In all cases, make sure to set aside a time when there are no distractions and no pressing tasks to be done.
1. Breathing Exercises
Make yourself comfortable in a natural seating position, place your hands loosely in your lap, and relax your shoulders. Breathe in through your nose for a count of 5, then hold it for a count of 5. Breathe out again through your mouth for a count of 5. Closing blinds or curtains to block out bright light and playing soft, soothing music is a great way to help create the right atmosphere.
2. Tensing and Releasing Muscles
Stress and worry can cause you to hold a lot of tension in the muscles of your back, neck, and shoulders, which can cause ongoing aches and pains. Here’s how you can relieve that tension.
Sit in a comfortable chair and, following on from the breathing exercises, starting at the feet and working up to the top of the head, tense each muscle and hold for a few seconds then release. This action helps to divert the mind from stress and pain in addition to loosening those tight muscles.
3. Active Relaxation
This may seem a contradiction in terms, but sometimes the best way to relax is by getting into the fresh air and taking a walk, playing with the kids, or going for a swim. If you are providing care at home for an elderly parent who finds it difficult to get outdoors, try singing to some favorite music with them for half an hour. The simple act of taking time out to do something fun and frivolous can work wonders for tense, tired bodies.

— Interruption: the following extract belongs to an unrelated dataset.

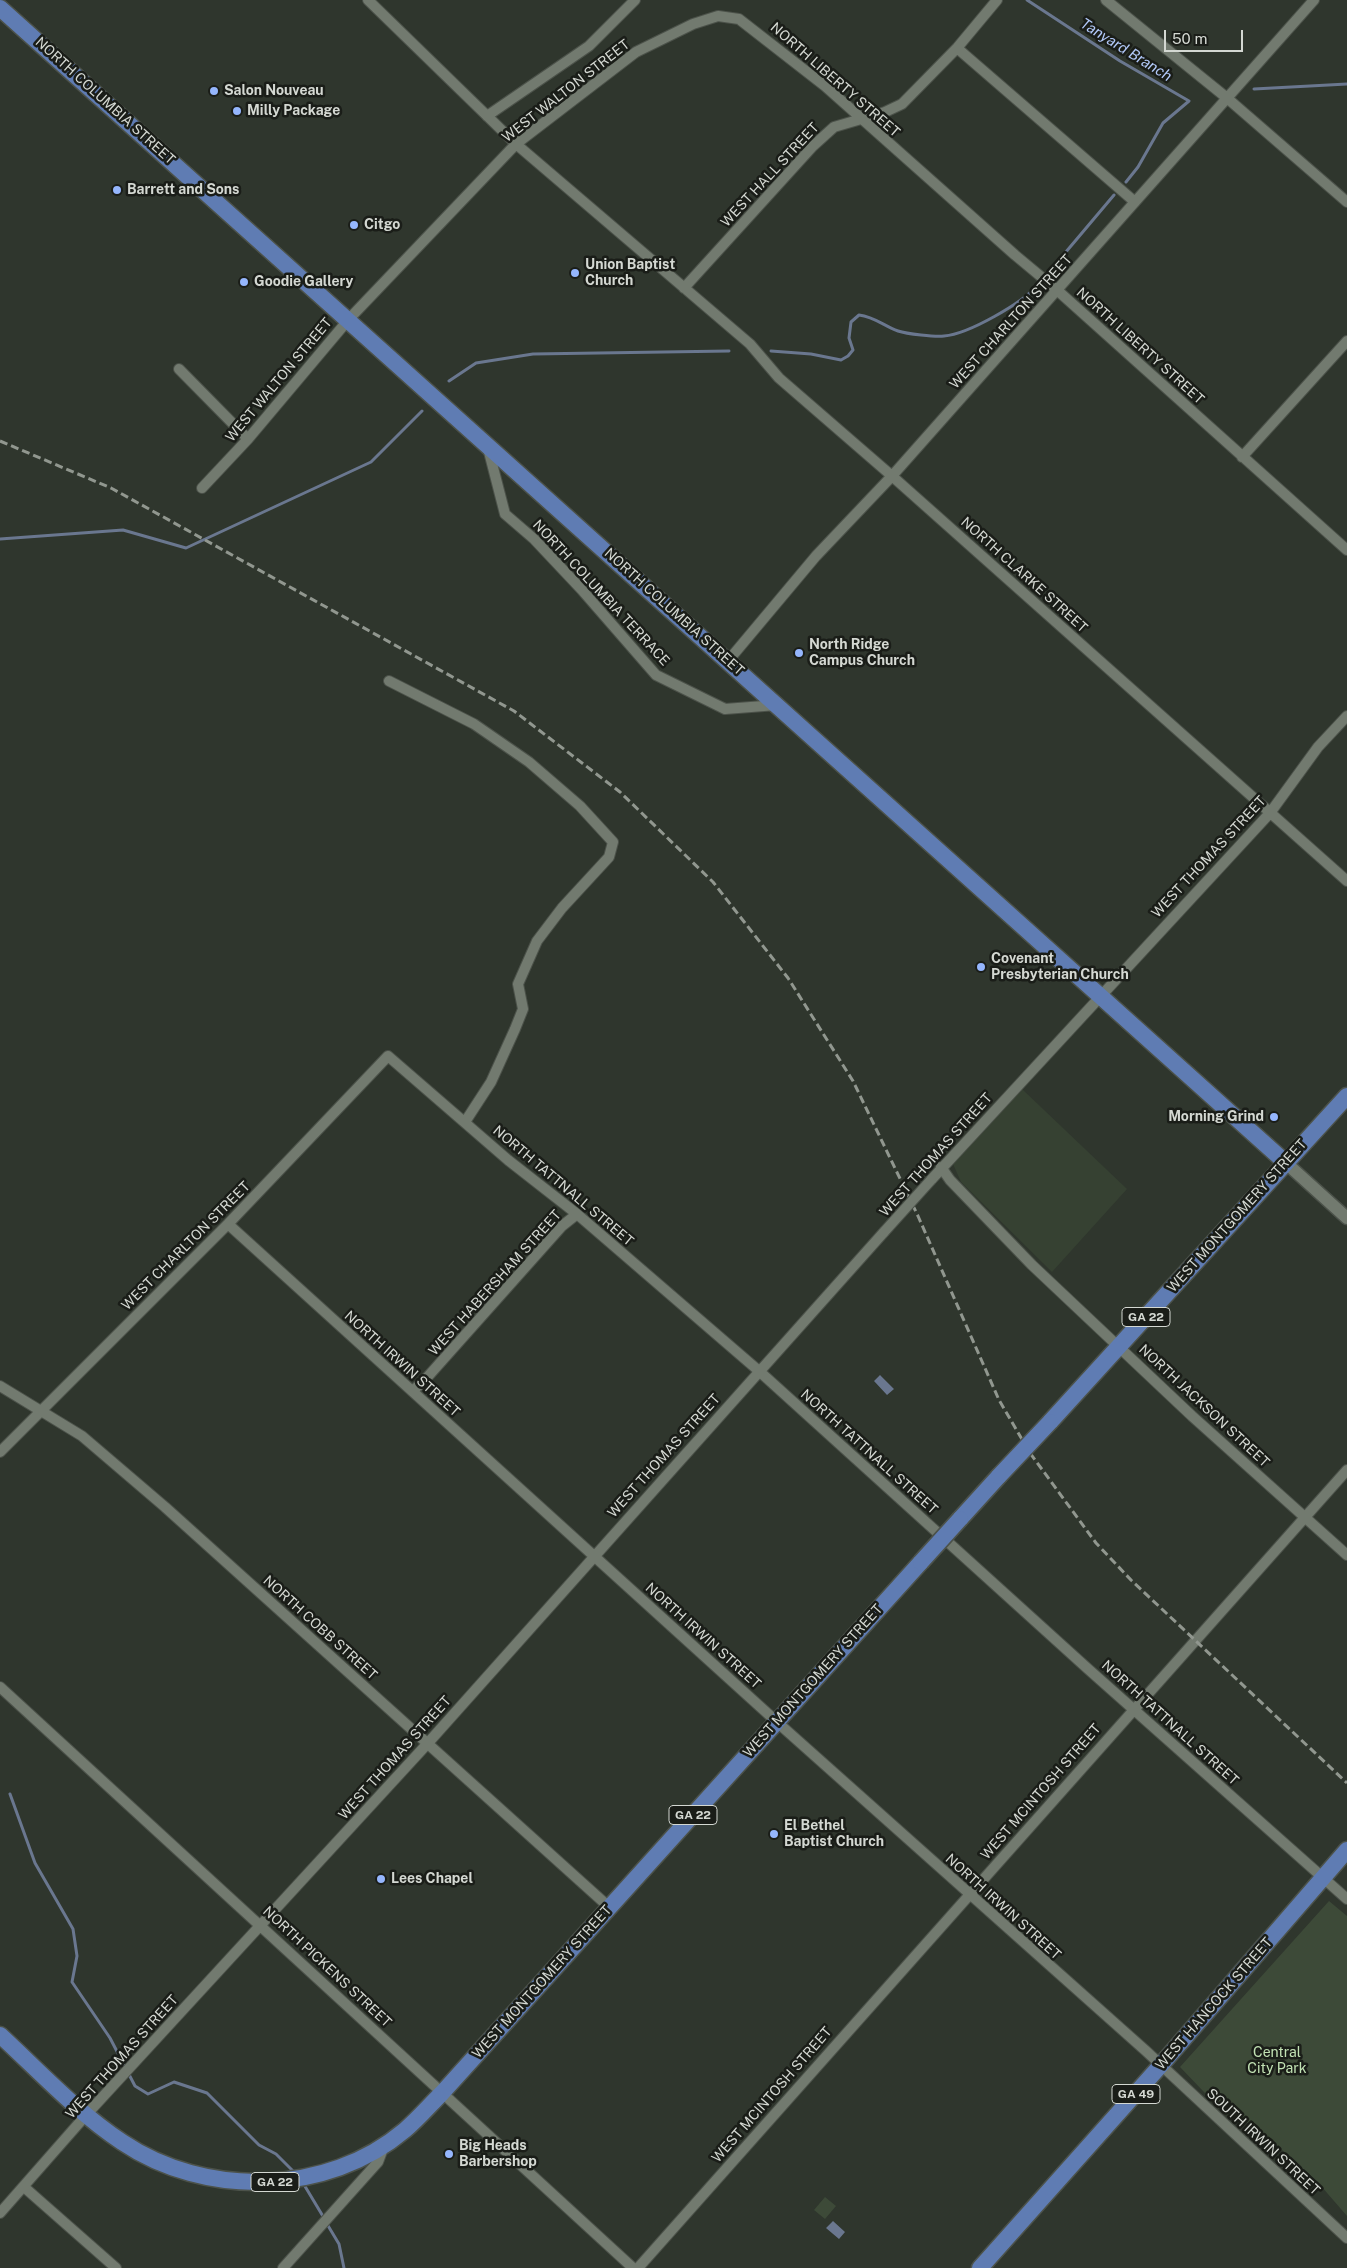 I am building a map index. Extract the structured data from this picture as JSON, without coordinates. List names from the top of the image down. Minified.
{"streets":{"main road":["NORTH COLUMBIA STREET","WEST MONTGOMERY STREET","GA 22","WEST HANCOCK STREET","GA 49"],"street":["NORTH LIBERTY STREET","WEST WALTON STREET","WEST HALL STREET","WEST CHARLTON STREET","NORTH CLARKE STREET","NORTH COLUMBIA TERRACE","WEST THOMAS STREET","NORTH TATTNALL STREET","WEST HABERSHAM STREET","NORTH IRWIN STREET","NORTH JACKSON STREET","NORTH COBB STREET","WEST MCINTOSH STREET","NORTH PICKENS STREET","SOUTH IRWIN STREET"]},"crossings":[["NORTH LIBERTY STREET","WEST WALTON STREET"],["NORTH LIBERTY STREET","WEST HALL STREET"],["NORTH LIBERTY STREET","WEST CHARLTON STREET"],["WEST WALTON STREET","NORTH COLUMBIA STREET"],["WEST WALTON STREET","NORTH CLARKE STREET"],["NORTH COLUMBIA STREET","WEST CHARLTON STREET"],["NORTH COLUMBIA STREET","NORTH COLUMBIA TERRACE"],["NORTH COLUMBIA STREET","WEST THOMAS STREET"],["NORTH COLUMBIA STREET","WEST MONTGOMERY STREET"],["WEST HALL STREET","NORTH CLARKE STREET"],["WEST CHARLTON STREET","NORTH CLARKE STREET"],["WEST CHARLTON STREET","NORTH TATTNALL STREET"],["WEST CHARLTON STREET","NORTH IRWIN STREET"],["WEST CHARLTON STREET","NORTH COBB STREET"],["NORTH CLARKE STREET","WEST THOMAS STREET"],["WEST THOMAS STREET","NORTH TATTNALL STREET"],["WEST THOMAS STREET","GA 22"],["WEST THOMAS STREET","NORTH IRWIN STREET"],["WEST THOMAS STREET","NORTH JACKSON STREET"],["WEST THOMAS STREET","NORTH COBB STREET"],["WEST THOMAS STREET","NORTH PICKENS STREET"],["NORTH TATTNALL STREET","WEST HABERSHAM STREET"],["NORTH TATTNALL STREET","WEST MCINTOSH STREET"],["NORTH TATTNALL STREET","WEST HANCOCK STREET"],["WEST MONTGOMERY STREET","GA 22"],["WEST MONTGOMERY STREET","NORTH IRWIN STREET"],["WEST MONTGOMERY STREET","NORTH JACKSON STREET"],["WEST MONTGOMERY STREET","NORTH COBB STREET"],["WEST MONTGOMERY STREET","NORTH PICKENS STREET"],["WEST HABERSHAM STREET","NORTH IRWIN STREET"],["NORTH IRWIN STREET","WEST MCINTOSH STREET"],["NORTH IRWIN STREET","WEST HANCOCK STREET"],["NORTH IRWIN STREET","SOUTH IRWIN STREET"],["NORTH JACKSON STREET","WEST MCINTOSH STREET"],["WEST MCINTOSH STREET","NORTH PICKENS STREET"],["WEST HANCOCK STREET","SOUTH IRWIN STREET"]],"water":["Tanyard Branch"],"parks":["Central City Park"],"places":["Salon Nouveau","Milly Package","Barrett and Sons","Citgo","Union Baptist Church","Goodie Gallery","North Ridge Campus Church","Covenant Presbyterian Church","Morning Grind","El Bethel Baptist Church","Lees Chapel","Big Heads Barbershop"],"scale_bar":"50 m"}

4. Share Quiet Reading Time
Turn off the radio or TV, plump up the cushions and sink into a comfortable chair with a good book, newspaper, or favorite magazine – definitely not with a smartphone! The time-honored ritual of turning the pages and reading for a while fosters a feeling of contentment and relaxation.
5. Share Hobbies
Certain activities such as knitting or sewing, painting or drawing, or nurturing plants in the garden can all provide relaxation. These are all interests that can be shared with family members young or old – and which can help to banish tension and stress. There are also many community groups and classes where you can enjoy other relaxing activities such as singing in a community choir.